───── DATA SECTION ─────

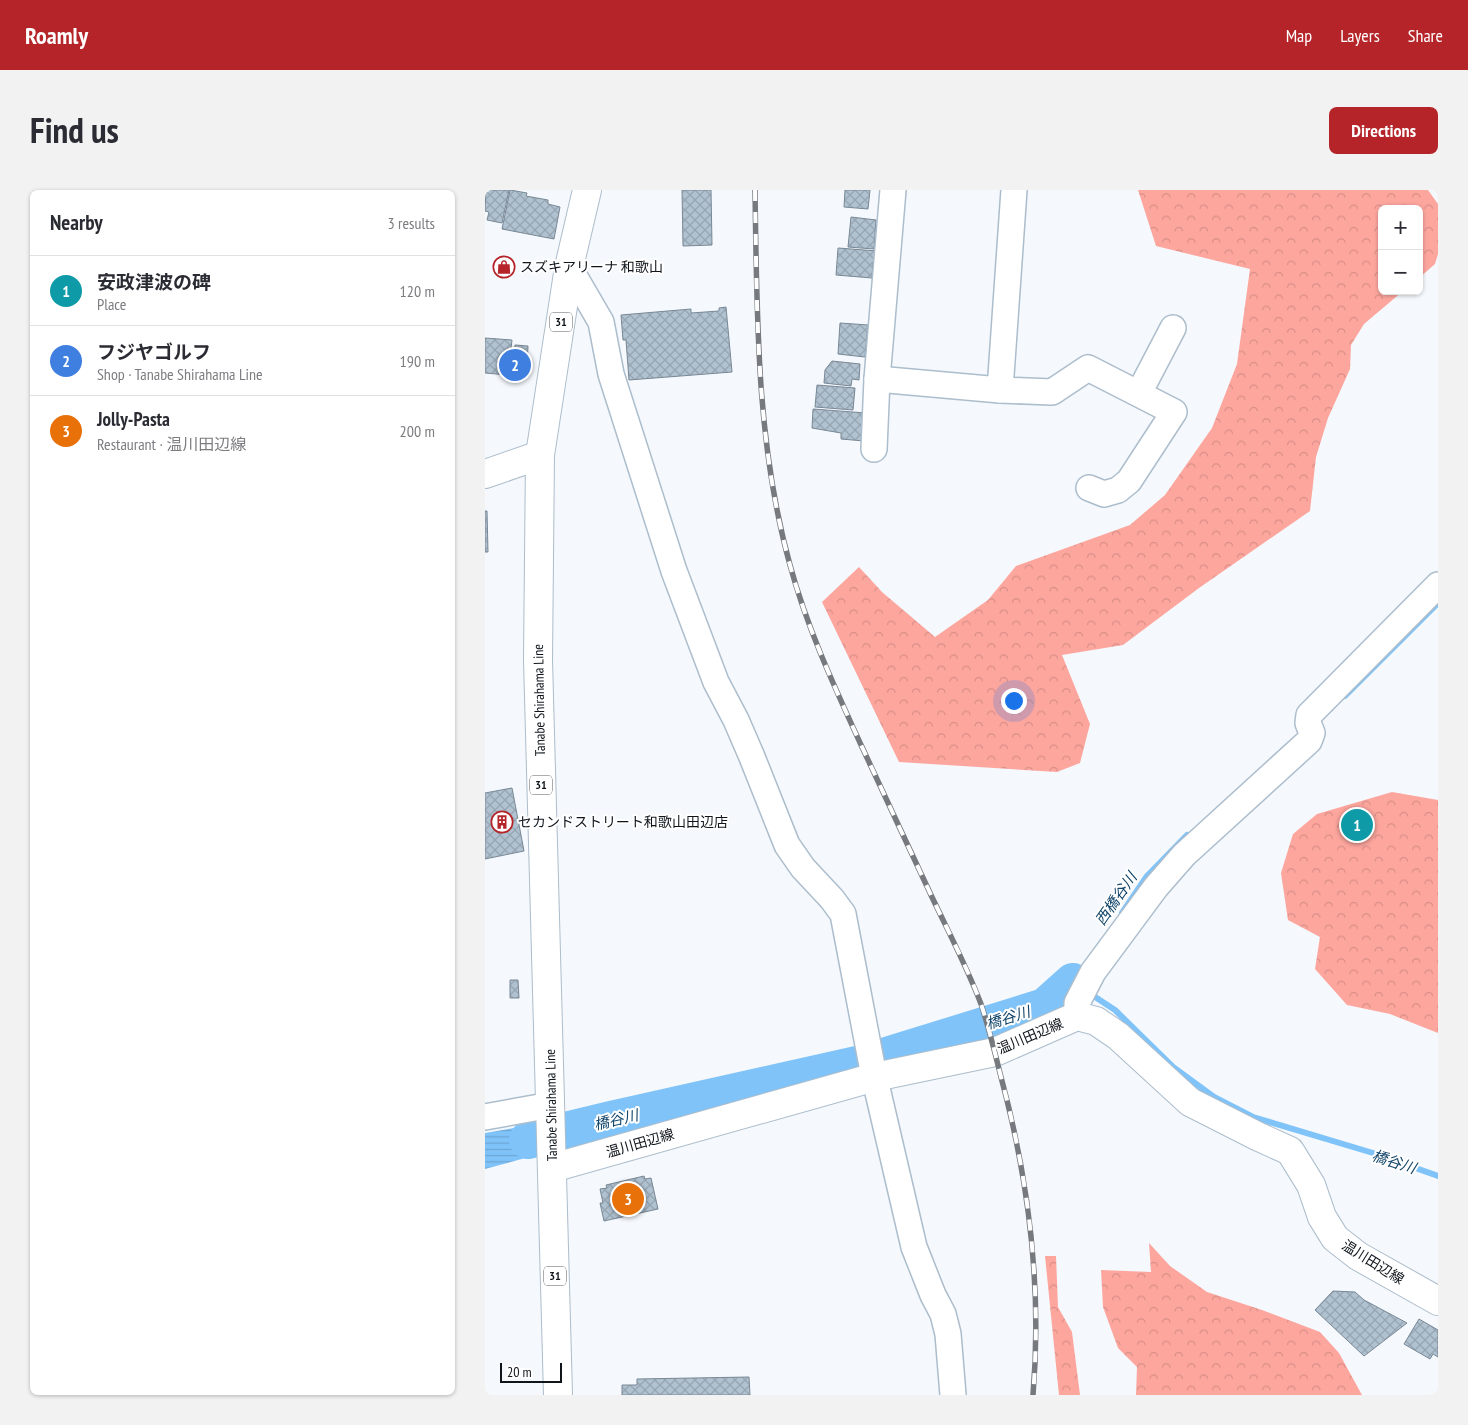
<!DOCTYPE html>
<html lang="en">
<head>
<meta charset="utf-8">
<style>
  :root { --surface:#fff; --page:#f2f2f3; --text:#2b2b33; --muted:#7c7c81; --line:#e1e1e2; --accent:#b42429 }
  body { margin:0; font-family:"PT Sans Narrow","Noto Sans JP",sans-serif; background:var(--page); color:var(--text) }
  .controls { position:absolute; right:15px; top:15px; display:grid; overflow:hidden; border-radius:8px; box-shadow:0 1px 4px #0004 }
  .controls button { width:45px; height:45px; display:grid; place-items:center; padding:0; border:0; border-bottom:1px solid var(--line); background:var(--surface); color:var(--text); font:25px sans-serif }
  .scale { position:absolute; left:15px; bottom:12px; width:62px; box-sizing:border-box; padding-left:5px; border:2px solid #0f151a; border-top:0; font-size:14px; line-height:18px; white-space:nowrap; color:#0f151a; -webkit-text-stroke:4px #fff; paint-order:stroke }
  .you { position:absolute; left:528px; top:510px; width:18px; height:18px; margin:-12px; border:4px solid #fff; border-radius:50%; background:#1a73e8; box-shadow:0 0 0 8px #1a73e833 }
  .badge { display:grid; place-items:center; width:32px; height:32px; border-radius:50%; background:var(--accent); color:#fff; font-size:16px; font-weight:700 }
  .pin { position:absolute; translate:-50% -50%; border:2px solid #fff; box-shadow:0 1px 5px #0006 }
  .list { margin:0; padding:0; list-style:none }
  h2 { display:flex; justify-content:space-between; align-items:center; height:65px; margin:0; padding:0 20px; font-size:21px }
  h2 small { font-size:16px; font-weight:400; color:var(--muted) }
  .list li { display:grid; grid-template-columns:32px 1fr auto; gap:15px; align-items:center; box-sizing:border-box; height:70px; padding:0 20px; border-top:1px solid var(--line) }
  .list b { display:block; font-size:19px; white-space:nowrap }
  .list p { margin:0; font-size:16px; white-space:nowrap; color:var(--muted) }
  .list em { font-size:16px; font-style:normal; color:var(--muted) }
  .map { position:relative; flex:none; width:953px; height:1205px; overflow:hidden; border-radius:8px }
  header { display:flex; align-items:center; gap:30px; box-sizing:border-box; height:70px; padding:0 25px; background:var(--accent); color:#fff }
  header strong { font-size:24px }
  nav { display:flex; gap:28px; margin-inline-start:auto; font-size:18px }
  .intro { display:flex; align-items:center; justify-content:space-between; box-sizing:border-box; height:120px; padding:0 30px }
  h1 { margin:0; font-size:35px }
  .button { padding:12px 22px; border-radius:8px; background:var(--accent); color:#fff; font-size:18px; font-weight:700 }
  main { display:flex; gap:30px; padding:0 30px }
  aside { flex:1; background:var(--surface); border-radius:8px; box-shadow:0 1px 4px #0004 }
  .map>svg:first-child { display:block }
  .forest { fill:url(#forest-crowns) }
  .water { fill:url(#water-rules) }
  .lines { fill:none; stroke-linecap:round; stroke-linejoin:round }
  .stream { stroke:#7fc3f9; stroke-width:6 }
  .river { stroke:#7fc3f9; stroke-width:38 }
  .building { fill:url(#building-cross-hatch); stroke:#788896 }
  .minor-casing { stroke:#acbdcc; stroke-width:28 }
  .secondary-casing { stroke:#acbdcc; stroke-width:30 }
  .primary-casing { stroke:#acbdcc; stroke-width:30 }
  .minor { stroke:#fff; stroke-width:25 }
  .secondary { stroke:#fff; stroke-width:28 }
  .primary { stroke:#fff; stroke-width:28 }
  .rail-casing { stroke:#767a7f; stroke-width:5.5 }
  .rail { stroke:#fff; stroke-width:4; stroke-dasharray:11; stroke-linecap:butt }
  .labels { text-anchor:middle; stroke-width:4; stroke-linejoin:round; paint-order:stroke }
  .shield { fill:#fff; stroke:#575b5f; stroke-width:1 }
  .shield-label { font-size:12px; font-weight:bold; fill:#0f151a }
  .poi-label { font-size:14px; fill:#0f151a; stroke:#fff; text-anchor:start }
  .street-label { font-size:14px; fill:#0f151a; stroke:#fff }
  .water-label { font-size:15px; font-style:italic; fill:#124569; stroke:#fff }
</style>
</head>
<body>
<header>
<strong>Roamly</strong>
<nav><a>Map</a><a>Layers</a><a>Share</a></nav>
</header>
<div class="intro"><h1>Find us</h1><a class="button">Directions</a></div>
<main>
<aside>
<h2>Nearby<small>3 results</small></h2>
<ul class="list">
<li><span class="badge" style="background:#0f9aa8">1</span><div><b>安政津波の碑</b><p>Place</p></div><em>120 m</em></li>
<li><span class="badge" style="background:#3f7fe0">2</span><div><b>フジヤゴルフ</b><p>Shop · Tanabe Shirahama Line</p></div><em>190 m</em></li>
<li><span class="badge" style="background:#e8710a">3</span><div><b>Jolly-Pasta</b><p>Restaurant · 温川田辺線</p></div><em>200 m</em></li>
</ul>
</aside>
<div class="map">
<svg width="953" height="1205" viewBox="0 0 953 1205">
  <defs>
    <pattern id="forest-crowns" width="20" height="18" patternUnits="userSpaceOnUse" patternTransform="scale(1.25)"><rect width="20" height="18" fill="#fda69e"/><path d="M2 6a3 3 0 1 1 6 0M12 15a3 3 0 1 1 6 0" fill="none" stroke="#d88e88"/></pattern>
    <pattern id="water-rules" width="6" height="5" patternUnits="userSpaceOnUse" patternTransform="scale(1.25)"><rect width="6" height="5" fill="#7fc3f9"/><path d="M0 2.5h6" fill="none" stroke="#6da7d5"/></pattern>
    <pattern id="building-cross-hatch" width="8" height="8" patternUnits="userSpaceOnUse" patternTransform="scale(1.25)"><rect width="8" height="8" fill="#b0c1d0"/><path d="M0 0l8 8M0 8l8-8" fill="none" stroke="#96a5b2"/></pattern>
  </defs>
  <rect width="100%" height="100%" fill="#f5f8fc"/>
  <g class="forest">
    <path d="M 653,0 L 943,0 L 953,14 L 953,64 L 950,74 L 934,88 L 934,19 L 897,19 L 897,101 L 918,101 L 879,134 L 866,155 L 865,179 L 843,228 L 831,267 L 825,321 L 714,398 L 638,455 L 577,465 L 605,534 L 595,573 L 572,582 L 414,572 L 337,412 L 374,377 L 397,402 L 450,447 L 503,410 L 531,376 L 645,335 L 680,305 L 727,238 L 752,174 L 765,79 L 671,56 Z"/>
    <path d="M 907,602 L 953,610 L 953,843 L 905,824 L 862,815 L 830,779 L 835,747 L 803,730 L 796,683 L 808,644 L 832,624 Z"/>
    <path d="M 664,1053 L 685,1076 L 722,1102 L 777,1120 L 835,1142 L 854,1163 L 877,1205 L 651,1205 L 652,1177 L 633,1158 L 618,1117 L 616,1080 L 666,1082 Z"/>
    <path d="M 560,1066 L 571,1066 L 573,1117 L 587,1142 L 595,1205 L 574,1205 Z"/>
  </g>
  <path class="water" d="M 41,936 L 44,967 L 0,979 L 0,943 Z"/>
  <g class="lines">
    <g class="stream">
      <path d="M 860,506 L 953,413"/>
      <path d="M 637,723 L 662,686 L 702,645"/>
      <path d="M 604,803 L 630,820 L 688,877 L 729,907 L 768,927 L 888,963 L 953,986"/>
    </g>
    <path class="river" d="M 43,950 L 126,930 L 376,874 L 560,817 L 588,792"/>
  </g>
  <g class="building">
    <path d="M 1,0 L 24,0 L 17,33 L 2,30 L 4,22 L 0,21 Z"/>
    <path d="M 25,0 L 42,3 L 41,6 L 63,10 L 63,14 L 75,17 L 69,49 L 17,39 Z"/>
    <path d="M 197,0 L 226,0 L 227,55 L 198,56 Z"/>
    <path d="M 360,0 L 385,0 L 383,19 L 359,17 Z"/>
    <path d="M 366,27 L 391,30 L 389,59 L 363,57 Z"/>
    <path d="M 353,58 L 393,61 L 392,73 L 388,73 L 387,88 L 351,85 Z"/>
    <path d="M 241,117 L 247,182 L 144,190 L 141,150 L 138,150 L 136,125 L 206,119 L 206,123 L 234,121 L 234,118 Z"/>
    <path d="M 355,133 L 383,135 L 380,167 L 353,164 Z"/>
    <path d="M 0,148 L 27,150 L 23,185 L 0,183 Z"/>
    <path d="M 30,155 L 43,156 L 42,176 L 29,174 Z"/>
    <path d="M 347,171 L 375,174 L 374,190 L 367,189 L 366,196 L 339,193 L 340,180 Z"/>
    <path d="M 332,195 L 370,198 L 368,220 L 330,217 Z"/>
    <path d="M 328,219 L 381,223 L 379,251 L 356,249 L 356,243 L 327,238 Z"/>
    <path d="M 0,321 L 2,321 L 3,362 L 0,362 Z"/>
    <path d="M 27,598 L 39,661 L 0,669 L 0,603 Z"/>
    <path d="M 25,790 L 33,790 L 34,808 L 25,808 Z"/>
    <path d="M 159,986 L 160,989 L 166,988 L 173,1019 L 119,1031 L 115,1013 L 118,1013 L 115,999 L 122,998 L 121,995 Z"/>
    <path d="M 848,1101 L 870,1102 L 879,1110 L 922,1133 L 879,1166 L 830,1120 Z"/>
    <path d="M 934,1129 L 953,1140 L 953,1167 L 948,1164 L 945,1169 L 919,1154 Z"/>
    <path d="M 264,1187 L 265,1205 L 137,1205 L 137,1195 L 152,1195 L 152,1189 Z"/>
  </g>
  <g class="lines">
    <g class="minor-casing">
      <g id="minor">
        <path d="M 408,0 L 392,189 L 515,200 L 529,0"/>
        <path d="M 84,77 L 116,132 L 126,184 L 189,381 L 231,492 L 251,530 L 267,567 L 302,655 L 318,678 L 347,709 L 358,724 L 388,881 L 429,1057 L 448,1105 L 458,1124 L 463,1144 L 468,1205"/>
        <path d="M 515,200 L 567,202 L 603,178 L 689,222 L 644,291 L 633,300 L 619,304 L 604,298"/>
        <path d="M 654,203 L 688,138"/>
        <path d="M 389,259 L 392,189"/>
        <path d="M 592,826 L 592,813 L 608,782 L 671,697 L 699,665 L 824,551 L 827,543 L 823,533 L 824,525 L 953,395"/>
        <path d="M 0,927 L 66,915"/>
      </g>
    </g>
    <g class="secondary-casing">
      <g id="secondary">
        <path d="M 0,284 L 55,265"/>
        <path d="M 67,978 L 390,887 L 510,862 L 592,826 L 611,831 L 633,846 L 705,912 L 772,946 L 805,961 L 826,995 L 837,1027 L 850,1048 L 873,1066 L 953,1111"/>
      </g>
    </g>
    <g class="primary-casing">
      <path id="primary" d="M 73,1205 L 53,470 L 55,265 L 84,77 L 102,0"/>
    </g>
    <use href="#minor" class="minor"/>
    <use href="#secondary" class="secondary"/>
    <use href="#primary" class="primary"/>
    <g class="rail-casing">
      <path id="rail" d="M 270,0 C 272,125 271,253 305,375 C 322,438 350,498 377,557 C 400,606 423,656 446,705 C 463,741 482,777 496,814 C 504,838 510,863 516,887 C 544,991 557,1098 548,1205"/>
    </g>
    <use href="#rail" class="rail"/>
  </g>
  <defs>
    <g id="shop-ring" transform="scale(1.125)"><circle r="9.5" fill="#fff" stroke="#b42429" stroke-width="1.5"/><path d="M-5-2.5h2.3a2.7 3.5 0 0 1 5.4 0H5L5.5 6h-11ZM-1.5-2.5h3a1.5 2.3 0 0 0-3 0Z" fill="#b42429"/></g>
    <g id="building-ring" transform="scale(1.125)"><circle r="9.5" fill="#fff" stroke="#b42429" stroke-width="1.5"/><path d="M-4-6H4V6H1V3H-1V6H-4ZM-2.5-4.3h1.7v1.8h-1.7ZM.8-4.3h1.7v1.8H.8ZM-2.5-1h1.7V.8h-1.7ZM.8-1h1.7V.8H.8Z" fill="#b42429"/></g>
  </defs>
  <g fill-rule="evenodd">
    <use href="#shop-ring" x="19" y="77"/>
    <use href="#building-ring" x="17" y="632"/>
  </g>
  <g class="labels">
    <g class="shield">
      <rect x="65" y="122.5" width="22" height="19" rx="4"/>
      <rect x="45" y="585.5" width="22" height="19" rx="4"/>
      <rect x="59" y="1076.5" width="22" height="19" rx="4"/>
    </g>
    <g class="shield-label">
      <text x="76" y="136">31</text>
      <text x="56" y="599">31</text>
      <text x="70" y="1090">31</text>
    </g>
    <g class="poi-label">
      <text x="35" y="82">スズキアリーナ 和歌山</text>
      <text x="33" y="637">セカンドストリート和歌山田辺店</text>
    </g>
    <g class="street-label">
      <text transform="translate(54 510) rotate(-91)" y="5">Tanabe Shirahama Line</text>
      <text transform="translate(545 846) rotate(-23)" y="5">温川田辺線</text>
      <text transform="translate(66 915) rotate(-91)" y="5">Tanabe Shirahama Line</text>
      <text transform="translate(155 953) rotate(-16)" y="5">温川田辺線</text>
      <text transform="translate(888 1072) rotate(32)" y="5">温川田辺線</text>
    </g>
    <g class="water-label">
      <text transform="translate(631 709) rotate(-55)" y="5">西橋谷川</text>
      <text transform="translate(523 828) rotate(-17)" y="5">橋谷川</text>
      <text transform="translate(131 930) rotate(-13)" y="5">橋谷川</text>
      <text transform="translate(909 972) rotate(18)" y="5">橋谷川</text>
    </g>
  </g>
</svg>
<div class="controls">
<button>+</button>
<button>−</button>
</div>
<div class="scale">20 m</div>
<div class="you"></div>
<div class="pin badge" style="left:872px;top:635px;background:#0f9aa8">1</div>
<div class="pin badge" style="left:30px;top:175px;background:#3f7fe0">2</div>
<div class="pin badge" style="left:143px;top:1009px;background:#e8710a">3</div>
</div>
</main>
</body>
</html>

─────

● ACTIVITY: Every line in the data above that contains the word "solid" should be copied.

● EXERCISE RESPONSE:
  .controls button { width:45px; height:45px; display:grid; place-items:center; padding:0; border:0; border-bottom:1px solid var(--line); background:var(--surface); color:var(--text); font:25px sans-serif }
  .scale { position:absolute; left:15px; bottom:12px; width:62px; box-sizing:border-box; padding-left:5px; border:2px solid #0f151a; border-top:0; font-size:14px; line-height:18px; white-space:nowrap; color:#0f151a; -webkit-text-stroke:4px #fff; paint-order:stroke }
  .you { position:absolute; left:528px; top:510px; width:18px; height:18px; margin:-12px; border:4px solid #fff; border-radius:50%; background:#1a73e8; box-shadow:0 0 0 8px #1a73e833 }
  .pin { position:absolute; translate:-50% -50%; border:2px solid #fff; box-shadow:0 1px 5px #0006 }
  .list li { display:grid; grid-template-columns:32px 1fr auto; gap:15px; align-items:center; box-sizing:border-box; height:70px; padding:0 20px; border-top:1px solid var(--line) }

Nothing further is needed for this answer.